** Source data follows **

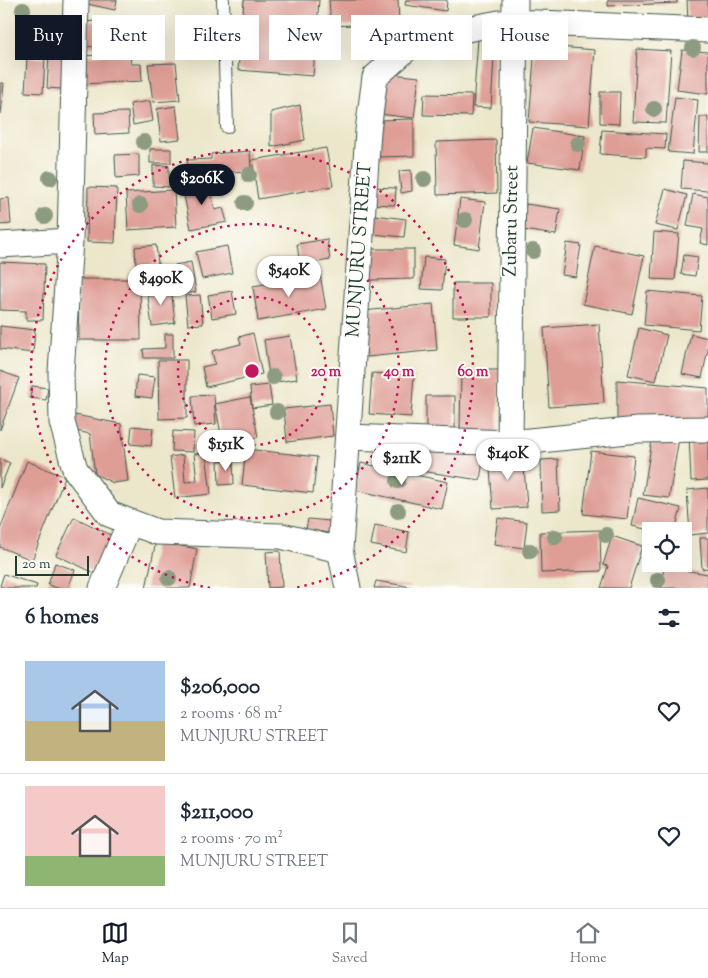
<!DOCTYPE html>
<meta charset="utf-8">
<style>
body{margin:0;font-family:"Sorts Mill Goudy",serif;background:#f6f6f7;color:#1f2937;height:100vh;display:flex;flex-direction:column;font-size:19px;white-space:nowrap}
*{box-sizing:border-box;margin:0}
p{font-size:16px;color:#747a83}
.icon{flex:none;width:28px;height:28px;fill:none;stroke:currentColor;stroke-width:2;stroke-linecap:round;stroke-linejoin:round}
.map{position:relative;height:588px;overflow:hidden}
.sheet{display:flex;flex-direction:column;background:#fff;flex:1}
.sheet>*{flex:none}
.guide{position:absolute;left:15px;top:15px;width:679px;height:45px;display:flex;gap:10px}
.tools{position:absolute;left:642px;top:522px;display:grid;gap:10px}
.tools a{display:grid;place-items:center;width:50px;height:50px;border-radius:0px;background:#fff;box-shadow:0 5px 20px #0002;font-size:25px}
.scale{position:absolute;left:15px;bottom:12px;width:74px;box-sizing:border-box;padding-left:5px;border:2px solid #1f3d34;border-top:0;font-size:14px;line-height:18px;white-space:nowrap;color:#1f3d34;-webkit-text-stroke:4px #fdfcf7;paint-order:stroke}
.price{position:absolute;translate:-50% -42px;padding:0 11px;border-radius:18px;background:#fff;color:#222;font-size:16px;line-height:32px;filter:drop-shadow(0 1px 2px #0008)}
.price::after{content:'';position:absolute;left:50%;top:30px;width:15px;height:11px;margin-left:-8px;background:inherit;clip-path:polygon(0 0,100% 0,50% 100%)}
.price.current{background:#111827;color:#fff}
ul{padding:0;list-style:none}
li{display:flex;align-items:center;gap:15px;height:125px;padding:0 25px}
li+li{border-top:1px solid #e0e1e3}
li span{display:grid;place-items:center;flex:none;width:140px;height:100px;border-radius:0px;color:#555}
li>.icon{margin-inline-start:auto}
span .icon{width:60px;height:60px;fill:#fffc;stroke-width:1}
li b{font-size:21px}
h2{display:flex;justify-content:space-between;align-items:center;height:60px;padding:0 25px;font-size:21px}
.tag{padding:0 18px;border-radius:0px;background:#fff;box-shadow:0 5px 20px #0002;font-size:18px;line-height:45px}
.tag.current{background:#111827;color:#fff}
.menu{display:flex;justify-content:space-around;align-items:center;height:70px;border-top:1px solid #e0e1e3;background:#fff;font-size:14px;color:#747a83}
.menu a{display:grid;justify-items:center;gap:2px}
.menu .current{color:#111827}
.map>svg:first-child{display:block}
</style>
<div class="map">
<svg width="708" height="588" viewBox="0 0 708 588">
<rect width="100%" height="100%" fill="#fdfcf7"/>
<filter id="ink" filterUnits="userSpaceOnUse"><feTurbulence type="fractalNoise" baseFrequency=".02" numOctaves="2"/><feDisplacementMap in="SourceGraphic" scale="10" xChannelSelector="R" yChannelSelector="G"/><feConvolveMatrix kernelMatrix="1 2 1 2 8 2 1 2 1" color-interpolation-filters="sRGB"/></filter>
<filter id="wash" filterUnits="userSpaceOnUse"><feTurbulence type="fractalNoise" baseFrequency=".0096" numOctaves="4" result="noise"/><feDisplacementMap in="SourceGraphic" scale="20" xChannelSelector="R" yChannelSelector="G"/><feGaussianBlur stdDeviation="1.12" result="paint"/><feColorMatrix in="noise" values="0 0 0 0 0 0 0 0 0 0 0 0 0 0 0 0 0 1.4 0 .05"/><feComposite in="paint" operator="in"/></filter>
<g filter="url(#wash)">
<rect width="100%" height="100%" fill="#ece7cb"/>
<g id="blocks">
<path fill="#de9d95" d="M78 0H117L115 10 78 2Z
M244 0H319L313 76 238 70Z
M329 0H398L399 23 331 26Z
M406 0H447L446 11 405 5Z
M608 0H677V3L608 6Z
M687 0H708V21L688 22Z
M99 21V26L121 25 122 45 81 47 80 22Z
M478 39 495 40 491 108 473 107Z
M535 45 595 50 589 126 529 122Z
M637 49 671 51 666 123 633 122Z
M682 50 708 52V94L677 90Z
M49 53 63 54 61 89 47 88Z
M130 53 131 64H141L142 81 83 84 82 56Z
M27 58H45L43 93 25 92Z
M176 63 180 100 153 102 148 64Z
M383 73 419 77 414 118 378 114Z
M0 83H4L1 114H0Z
M600 92H620L619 124 600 123Z
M424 94 472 95 471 116 423 115Z
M675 97 698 100 693 154 668 152Z
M150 101 153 121 133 125 130 104Z
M300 105 305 140 271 147V112Z
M176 106 180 139 161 141 157 109Z
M128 112 129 133 95 135 94 113Z
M700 117H708V152H699Z
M414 119V156L378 157V120Z
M533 128 585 136 580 170 527 163Z
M602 130 666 134 665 149 646 148V157L600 154Z
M496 140 497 193 437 195 436 142Z
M326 148 333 186 258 199 252 160Z
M150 149H171V163H150Z
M250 151 251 171 188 174 187 160 211 159V154Z
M139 154V176L116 178 115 155Z
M683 161 708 163V191L681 189Z
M153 165 169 166V187L153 186Z
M411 170 412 191 401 193 399 171Z
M208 180 215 210 223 208 227 222 191 229 182 186Z
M88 187 117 188 115 243 87 242Z
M367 187 396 188 395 205 366 204Z
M665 189 687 195 678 230 655 225Z
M174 190 176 227 128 230 126 193Z
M693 194 708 197V245L700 243 703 229 687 226Z
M9 198 11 224 0 225V199Z
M460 199 485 202 479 249 454 245Z
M526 204 560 209 556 235 523 230Z
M374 215 406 219 404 237 372 234Z
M654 232 679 234 675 280 651 279Z
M327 239 330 260 300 265 297 244Z
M567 243 581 245 576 277 562 275Z
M156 245 158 264 136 266 135 247Z
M227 246 232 273 202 279 196 252Z
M595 246 644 256 632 314 583 304Z
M370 249H414V279L370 280Z
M684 255 698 257 695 276 681 274Z
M424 257 445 259 442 290 421 289Z
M0 262 45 264 43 320H26V311L0 310Z
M191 262 196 292 179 295 175 265Z
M320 274 326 309 258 321 253 286Z
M78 279H140L141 340H79Z
M453 283H491V317H453Z
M171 287 175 323 152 326 147 290Z
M232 291 236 314 212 318 208 295Z
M647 291 702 296 699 330 644 325Z
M200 295 203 324 188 325 185 296Z
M433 304 437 350 367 357 363 311Z
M599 324 604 403 549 407 544 328Z
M0 326 35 330 33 353 0 349Z
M639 328 667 335 656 381 628 375Z
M253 333 262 374 206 387 202 367 215 364 212 351 241 344 239 337Z
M165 334H173V358H144L143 349 165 348Z
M691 334 708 338V349L702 378 682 374Z
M290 336 297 379 270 383 264 340Z
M158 360H187V418L159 419Z
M461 370H499L498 434 460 433Z
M0 371 19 378 0 430Z
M372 373 414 376 411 417 369 414Z
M137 375 155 377 152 398 135 396Z
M617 380 708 388V424L617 422Z
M269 385 272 405 252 408 250 387Z
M32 386 48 388 46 400 30 398Z
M214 395 216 424 194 426 192 396Z
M426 396H455V435H426Z
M250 397 258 437 223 444 215 404Z
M330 404 333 436 287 442 284 409Z
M75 415 121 424 128 481 113 483 95 474 90 434 72 430Z
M132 426 153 428 151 446 130 444Z
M173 431 194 432 193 452 172 451Z
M653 434 679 438 669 498 643 495Z
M689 434H708V480L691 481Z
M412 443 484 454 480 480 408 469Z
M246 449 317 457 313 493 242 485Z
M591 451 634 456 627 519 583 514Z
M206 453 211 494 175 498 170 457 183 455 185 482 197 481 194 454Z
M523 453 527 507 493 509 489 455Z
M0 459 10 463 0 488Z
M558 459 560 510 542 511 541 460Z
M233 460 234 484 219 485 218 461Z
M27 461 65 477 32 560 0 547V529Z
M361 463 448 482 442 509 355 490Z
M708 488V533L690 535 687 490Z
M638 498 681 508 675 531H654L632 526Z
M74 517 119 539 101 576 56 555Z
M498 518 527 522 524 548 494 544Z
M308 519 330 521 328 533 306 529Z
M375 525 409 532 406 552 371 545Z
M600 530 601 571 541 573 540 532Z
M612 536 642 546 629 588H601L608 566 603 565Z
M700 538H708V568L702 569Z
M156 541 197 549 190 588H146Z
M280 551 282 587 268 588 266 552Z
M55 563 75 570 68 588H57L48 585Z
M664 567 708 574V588H661Z
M4 574 37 585 36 588H5L0 586Z
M376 581 412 587V588H374Z"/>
</g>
</g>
<g filter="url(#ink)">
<use href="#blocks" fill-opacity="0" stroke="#3e564b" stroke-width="1"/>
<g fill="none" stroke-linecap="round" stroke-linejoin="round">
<defs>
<path id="service" d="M223 0 227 127"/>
<path id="minor" d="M76 0 70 241 61 372 62 422 75 469 109 514 157 532 281 536 340 550 368 131 375 77 419 38 499 23 514 22 708 30
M0 245 70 241
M348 437 510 443 638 430 708 429
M510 443 515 0
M340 550 348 588
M102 588 130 522"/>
</defs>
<use href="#service" stroke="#3e564b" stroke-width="14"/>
<use href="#minor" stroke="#3e564b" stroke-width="27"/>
<use href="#service" stroke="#fff" stroke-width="12"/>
<use href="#minor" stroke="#fff" stroke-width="25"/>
</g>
<g fill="#8d9c80">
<circle cx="23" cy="10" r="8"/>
<circle cx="239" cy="31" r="8"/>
<circle cx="693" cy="48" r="8"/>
<circle cx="245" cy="50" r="8"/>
<circle cx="654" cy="109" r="8"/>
<circle cx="144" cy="142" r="8"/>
<circle cx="578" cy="144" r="8"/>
<circle cx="249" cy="175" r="8"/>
<circle cx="50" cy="178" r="8"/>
<circle cx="424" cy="179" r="8"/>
<circle cx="245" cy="203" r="8"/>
<circle cx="140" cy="205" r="8"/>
<circle cx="45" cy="216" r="8"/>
<circle cx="465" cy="220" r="8"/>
<circle cx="533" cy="251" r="8"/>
<circle cx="273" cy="377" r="8"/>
<circle cx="277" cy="412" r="8"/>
<circle cx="398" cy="481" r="8"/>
<circle cx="398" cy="511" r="8"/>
<circle cx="606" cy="535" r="8"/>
<circle cx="555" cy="537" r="8"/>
<circle cx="530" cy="551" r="8"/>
<circle cx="169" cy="578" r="8"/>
<circle cx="658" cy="580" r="8"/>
</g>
</g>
<g fill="none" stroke="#c2185b" stroke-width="2.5" stroke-dasharray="2.5 5">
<circle cx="252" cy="371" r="74"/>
<circle cx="252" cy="371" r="147"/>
<path d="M210 588A221 221 0 1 1 294 588"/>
</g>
<g text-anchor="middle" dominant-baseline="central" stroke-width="4" stroke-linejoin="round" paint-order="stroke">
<g font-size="19" fill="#1f3d34" stroke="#fdfcf7">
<text transform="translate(512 221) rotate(-89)">Zubaru Street</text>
<text transform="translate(360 250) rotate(-86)">MUNJURU STREET</text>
</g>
</g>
<circle cx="252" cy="371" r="8" fill="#c2185b" stroke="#fdfcf7" stroke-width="2.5"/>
<g font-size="15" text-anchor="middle" font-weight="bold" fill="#c2185b" stroke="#fdfcf7" stroke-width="4" stroke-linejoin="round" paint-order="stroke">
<text x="326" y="376">20 m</text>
<text x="399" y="376">40 m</text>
<text x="473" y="376">60 m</text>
</g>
</svg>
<div class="tools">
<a><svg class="icon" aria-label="locate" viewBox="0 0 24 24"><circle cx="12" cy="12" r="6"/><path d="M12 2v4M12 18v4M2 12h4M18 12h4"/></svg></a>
</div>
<div class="scale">20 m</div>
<b class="price current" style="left:202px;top:206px">$206K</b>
<b class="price" style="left:289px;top:298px">$540K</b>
<b class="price" style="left:161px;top:306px">$490K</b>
<b class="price" style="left:226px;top:472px">$151K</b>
<b class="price" style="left:508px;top:481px">$140K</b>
<b class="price" style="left:402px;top:486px">$211K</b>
<div class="guide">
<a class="tag current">Buy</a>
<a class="tag">Rent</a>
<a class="tag">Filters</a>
<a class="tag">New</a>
<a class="tag">Apartment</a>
<a class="tag">House</a>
</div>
</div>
<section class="sheet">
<h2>6 homes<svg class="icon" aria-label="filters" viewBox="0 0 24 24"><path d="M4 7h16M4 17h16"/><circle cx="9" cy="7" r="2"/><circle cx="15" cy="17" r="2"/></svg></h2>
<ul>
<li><span style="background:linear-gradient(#a9c7e8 60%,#c2b280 0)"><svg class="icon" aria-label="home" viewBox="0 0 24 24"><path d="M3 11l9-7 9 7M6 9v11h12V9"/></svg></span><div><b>$206,000</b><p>2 rooms · 68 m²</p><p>MUNJURU STREET</p></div><svg class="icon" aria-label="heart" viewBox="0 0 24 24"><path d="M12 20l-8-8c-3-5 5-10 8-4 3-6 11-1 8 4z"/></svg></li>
<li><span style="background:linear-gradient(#f6c9c9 70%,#8fb573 0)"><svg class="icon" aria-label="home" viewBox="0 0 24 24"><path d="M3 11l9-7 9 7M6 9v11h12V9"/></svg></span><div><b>$211,000</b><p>2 rooms · 70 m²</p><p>MUNJURU STREET</p></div><svg class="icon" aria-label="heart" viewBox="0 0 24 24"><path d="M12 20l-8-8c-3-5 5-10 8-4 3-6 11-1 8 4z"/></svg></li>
</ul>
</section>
<nav class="menu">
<a class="current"><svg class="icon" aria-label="map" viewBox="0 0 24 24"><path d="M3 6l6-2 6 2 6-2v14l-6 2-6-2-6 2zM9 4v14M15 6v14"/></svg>Map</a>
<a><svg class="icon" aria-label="saved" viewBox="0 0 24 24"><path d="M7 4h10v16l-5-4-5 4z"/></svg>Saved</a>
<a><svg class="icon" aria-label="home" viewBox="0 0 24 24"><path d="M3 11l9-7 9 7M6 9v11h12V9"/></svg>Home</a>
</nav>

** End of Source data **

## Work to complete
Among the records above, find each line containing the string "wash" and copy it.

## Completed exercise
<filter id="wash" filterUnits="userSpaceOnUse"><feTurbulence type="fractalNoise" baseFrequency=".0096" numOctaves="4" result="noise"/><feDisplacementMap in="SourceGraphic" scale="20" xChannelSelector="R" yChannelSelector="G"/><feGaussianBlur stdDeviation="1.12" result="paint"/><feColorMatrix in="noise" values="0 0 0 0 0 0 0 0 0 0 0 0 0 0 0 0 0 1.4 0 .05"/><feComposite in="paint" operator="in"/></filter>
<g filter="url(#wash)">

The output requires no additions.